DIRECTIONS FOR THIS TASK ▸
Copy verbatim the block of lines in the entries below whose first line contains "function paint(path, color)" and whose last line contains "function drawText(font, color, halo, rows, align". Leave out all other lines.

*** Block opens ***

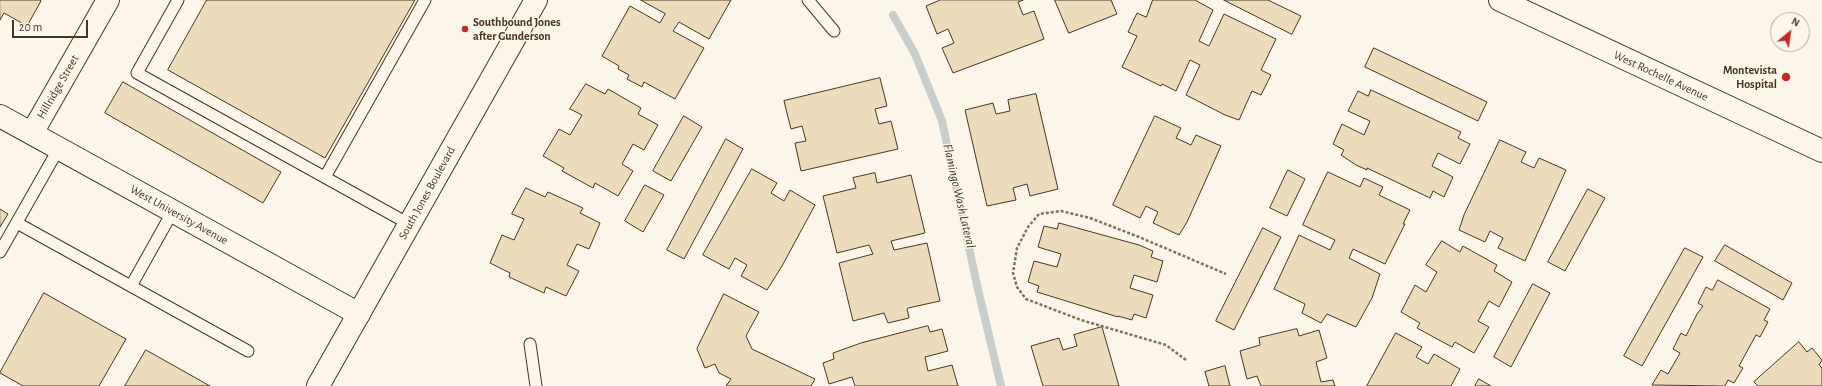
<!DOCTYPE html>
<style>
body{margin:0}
#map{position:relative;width:1822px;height:386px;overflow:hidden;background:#fbf6e9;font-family:"Alegreya Sans",sans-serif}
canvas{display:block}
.north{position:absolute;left:1770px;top:12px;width:40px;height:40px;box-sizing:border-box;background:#fbf6e9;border:1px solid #b4a999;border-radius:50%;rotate:29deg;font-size:11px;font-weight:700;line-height:16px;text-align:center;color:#4a3520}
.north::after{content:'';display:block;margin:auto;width:14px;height:18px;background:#c62828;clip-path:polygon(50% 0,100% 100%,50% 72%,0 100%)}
.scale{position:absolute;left:12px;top:20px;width:76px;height:18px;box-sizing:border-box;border:2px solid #4a3520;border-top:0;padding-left:5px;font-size:12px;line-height:14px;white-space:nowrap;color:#4a3520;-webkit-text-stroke:3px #fbf6e9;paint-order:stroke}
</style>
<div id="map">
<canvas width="1822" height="386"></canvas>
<div class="north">N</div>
<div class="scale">20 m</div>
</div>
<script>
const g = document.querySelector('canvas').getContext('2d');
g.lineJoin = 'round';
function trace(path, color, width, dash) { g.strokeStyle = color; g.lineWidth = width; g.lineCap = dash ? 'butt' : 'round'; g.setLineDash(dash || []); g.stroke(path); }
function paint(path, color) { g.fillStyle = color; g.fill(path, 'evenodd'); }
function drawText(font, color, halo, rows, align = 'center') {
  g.font = font + ' "Alegreya Sans",sans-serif'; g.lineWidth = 3; g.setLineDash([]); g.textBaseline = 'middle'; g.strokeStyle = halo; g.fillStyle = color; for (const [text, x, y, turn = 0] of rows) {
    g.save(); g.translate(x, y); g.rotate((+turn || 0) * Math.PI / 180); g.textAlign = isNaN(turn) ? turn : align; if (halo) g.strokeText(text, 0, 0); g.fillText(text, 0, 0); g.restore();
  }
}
const stream = new Path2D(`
 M 893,15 L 915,54 L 942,121 L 977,285 L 1001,386`);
const building = new Path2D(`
 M 0,0 L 40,0 L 41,1 L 27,26 L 4,13 L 0,20 Z
 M 207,0 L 415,0 L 325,158 L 168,70 Z
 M 641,0 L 731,0 L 709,39 L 679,22 L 673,31 L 704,48 L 675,99 L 644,82 L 642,87 L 627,79 L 629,75 L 618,69 L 619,66 L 602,56 L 630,6 L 660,23 L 665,14 Z
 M 1023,0 L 1018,2 L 1023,15 L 1034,11 L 1044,39 L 953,73 L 942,48 L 954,43 L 948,29 L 937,34 L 926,6 L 940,0 Z
 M 1055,0 L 1111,0 L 1117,14 L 1069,33 Z
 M 1153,0 L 1195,0 L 1213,10 L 1199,41 L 1209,46 L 1224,14 L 1276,39 L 1261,70 L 1271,75 L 1261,95 L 1252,91 L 1239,120 L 1225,115 L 1186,95 L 1200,65 L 1190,60 L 1176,91 L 1162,84 L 1161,86 L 1122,67 L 1137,36 L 1128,32 L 1137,13 L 1146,17 Z
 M 1224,0 L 1268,0 L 1301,16 L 1292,34 Z
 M 1374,48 L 1487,102 L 1478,121 L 1365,67 Z
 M 880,78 L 887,106 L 875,109 L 879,124 L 891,121 L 898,149 L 801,171 L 795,143 L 806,141 L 802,126 L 791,129 L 784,101 Z
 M 123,82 L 281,172 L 263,203 L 105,113 Z
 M 586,84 L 605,94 L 608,89 L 641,108 L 638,114 L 658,125 L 644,150 L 633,144 L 622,164 L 633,171 L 618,196 L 595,183 L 593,188 L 562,171 L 564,168 L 543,156 L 559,129 L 570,135 L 582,115 L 570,109 Z
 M 1371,90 L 1461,132 L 1458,138 L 1470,144 L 1460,164 L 1438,153 L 1432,166 L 1453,177 L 1444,197 L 1433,191 L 1430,198 L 1367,168 L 1367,170 L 1356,165 L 1341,155 L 1344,150 L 1333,144 L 1342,124 L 1364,135 L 1370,121 L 1348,111 L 1358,91 L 1368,96 Z
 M 1036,94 L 1058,189 L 1030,196 L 1027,184 L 1013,188 L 1016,200 L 987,206 L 965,110 L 993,103 L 996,114 L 1010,111 L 1008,100 Z
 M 684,116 L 702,127 L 671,181 L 653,171 Z
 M 1155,116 L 1181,128 L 1176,138 L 1191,145 L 1196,135 L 1221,146 L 1187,222 L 1179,235 L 1153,223 L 1158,212 L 1146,206 L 1140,218 L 1113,205 Z
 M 726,139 L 743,149 L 684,259 L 667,250 Z
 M 1500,140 L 1526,152 L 1521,162 L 1534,168 L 1539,158 L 1566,170 L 1525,261 L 1498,248 L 1503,238 L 1490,231 L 1485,242 L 1459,230 L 1464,215 Z
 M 752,169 L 777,183 L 771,193 L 784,201 L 790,190 L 815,205 L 782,266 L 767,290 L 741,276 L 747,265 L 735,258 L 729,269 L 703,255 Z
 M 1288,170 L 1305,179 L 1287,216 L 1270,208 Z
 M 1328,172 L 1360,187 L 1364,178 L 1383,187 L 1379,195 L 1410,210 L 1403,224 L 1405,224 L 1385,264 L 1353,249 L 1349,258 L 1380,274 L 1372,298 L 1356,327 L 1327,314 L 1321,323 L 1302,313 L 1305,304 L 1274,289 L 1299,235 L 1330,250 L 1335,240 L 1303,225 Z
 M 875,173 L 877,183 L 911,175 L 925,233 L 891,241 L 894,250 L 927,243 L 940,301 L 908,308 L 907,309 L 909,318 L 888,323 L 884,313 L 853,321 L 839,263 L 873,254 L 869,245 L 837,253 L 823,196 L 856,188 L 853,178 Z
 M 645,185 L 664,195 L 643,232 L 625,221 Z
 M 526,188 L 545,197 L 548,192 L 583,208 L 580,213 L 600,223 L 589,249 L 577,244 L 567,265 L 579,271 L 566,296 L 546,287 L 544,293 L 509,277 L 510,273 L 490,263 L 502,235 L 514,240 L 524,219 L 512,214 Z
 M 1588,189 L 1605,198 L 1565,271 L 1548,262 Z
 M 0,209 L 8,214 L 0,227 Z
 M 1059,223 L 1139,245 L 1153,251 L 1151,257 L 1163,261 L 1157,282 L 1134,275 L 1130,288 L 1153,295 L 1146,318 L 1134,314 L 1132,320 L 1118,316 L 1118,317 L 1037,292 L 1039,286 L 1028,282 L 1034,261 L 1057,267 L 1061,254 L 1038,247 L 1044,226 L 1057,229 Z
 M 1263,228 L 1281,237 L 1234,330 L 1216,321 Z
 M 1442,241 L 1460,252 L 1463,246 L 1497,265 L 1494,271 L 1512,282 L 1499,307 L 1489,301 L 1478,321 L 1489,327 L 1474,353 L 1455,342 L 1452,347 L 1417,328 L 1420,323 L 1401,312 L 1415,285 L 1426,292 L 1437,272 L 1426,265 Z
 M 1725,245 L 1792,283 L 1783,300 L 1715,261 Z
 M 1685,248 L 1703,257 L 1642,366 L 1624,356 Z
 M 1718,280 L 1770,309 L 1764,320 L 1768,322 L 1760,337 L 1756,335 L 1739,366 L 1743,368 L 1734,383 L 1728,380 L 1725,386 L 1652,385 L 1661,370 L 1668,374 L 1680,353 L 1673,349 L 1681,333 L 1686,336 L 1697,314 L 1703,306 L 1698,303 L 1706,287 L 1712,290 Z
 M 1533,284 L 1550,293 L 1511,367 L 1494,357 Z
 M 44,293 L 126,339 L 99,386 L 23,386 L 0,373 Z
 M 724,294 L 759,312 L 746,336 L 752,349 L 815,379 L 811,386 L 726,386 L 731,379 L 719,373 L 715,364 L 705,368 L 697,349 Z
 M 928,326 L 930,332 L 942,329 L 948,351 L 925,357 L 928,371 L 952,365 L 958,386 L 855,386 L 852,377 L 829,384 L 823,363 L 834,359 L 833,353 L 861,343 Z
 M 1102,327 L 1119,386 L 1043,386 L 1031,346 L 1059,338 L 1063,350 L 1077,346 L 1074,335 Z
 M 1297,329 L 1299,336 L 1319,330 L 1327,358 L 1316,362 L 1321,382 L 1333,380 L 1335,386 L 1261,386 L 1257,376 L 1247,379 L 1240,351 L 1260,345 L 1259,338 Z
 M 1396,333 L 1422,347 L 1416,357 L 1428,364 L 1434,354 L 1460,369 L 1451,386 L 1367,386 Z
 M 1799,342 L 1807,352 L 1812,348 L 1822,360 L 1819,365 L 1822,368 L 1822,386 L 1758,386 L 1754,382 Z
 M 146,350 L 210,386 L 125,386 Z
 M 1225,366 L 1230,386 L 1209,386 L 1205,372 Z
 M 1479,379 L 1491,386 L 1475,386 Z`);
const path = new Path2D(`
 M 1186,360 L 1166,345 L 1081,320 L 1026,299 L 1017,287 L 1013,273 L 1017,248 L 1028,227 L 1039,214 L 1061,211 L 1090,218 L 1139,237 L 1226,274`);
const service = new Path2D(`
 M 178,0 L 137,73 L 409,224
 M 808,0 L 834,31
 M 325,177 L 425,0
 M 17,223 L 248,351
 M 0,252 L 59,148
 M 131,286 L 173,211
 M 530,344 L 536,386`);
const minor = new Path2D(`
 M 0,116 L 359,314
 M 32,133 L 108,0`);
const tertiary = new Path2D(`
 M 1500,0 L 1822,151`);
const primary = new Path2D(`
 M 318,386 L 536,0`);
const markers = [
 [465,29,4,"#c62828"],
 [1786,77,5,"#c62828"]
];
const poiNames = [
 ["Southbound Jones",473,22],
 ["after Gunderson",473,36],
 ["Montevista",1777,70,"right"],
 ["Hospital",1777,84,"right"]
];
const streetNames = [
 ["West Rochelle Avenue",1661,76,25],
 ["Hillridge Street",58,87,-60],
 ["South Jones Boulevard",427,193,-61],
 ["West University Avenue",179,215,29]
];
const waterNames = [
 ["Flamingo Wash Lateral",959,196,77]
];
trace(stream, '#c9cecd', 8);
paint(building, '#ecdcbc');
trace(building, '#4a3520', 1);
trace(service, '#4a3520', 13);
trace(minor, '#4a3520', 24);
trace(tertiary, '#4a3520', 24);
trace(primary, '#4a3520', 24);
trace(path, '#7f6f5c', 2.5, [3, 2]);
trace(service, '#fbf6e9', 11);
trace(minor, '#fbf6e9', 22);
trace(tertiary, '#fbf6e9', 22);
trace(primary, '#fbf6e9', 22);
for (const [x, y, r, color] of markers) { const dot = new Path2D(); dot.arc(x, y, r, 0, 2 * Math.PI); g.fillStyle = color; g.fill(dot); trace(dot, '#fbf6e9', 1.5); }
drawText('bold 12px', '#4a3520', '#fbf6e9', poiNames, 'left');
drawText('12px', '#4a3520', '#fbf6e9', streetNames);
drawText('italic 13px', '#4a3520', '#fbf6e9', waterNames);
</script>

*** Block closes ***

YOUR SOLUTION ▸
function paint(path, color) { g.fillStyle = color; g.fill(path, 'evenodd'); }
function drawText(font, color, halo, rows, align = 'center') {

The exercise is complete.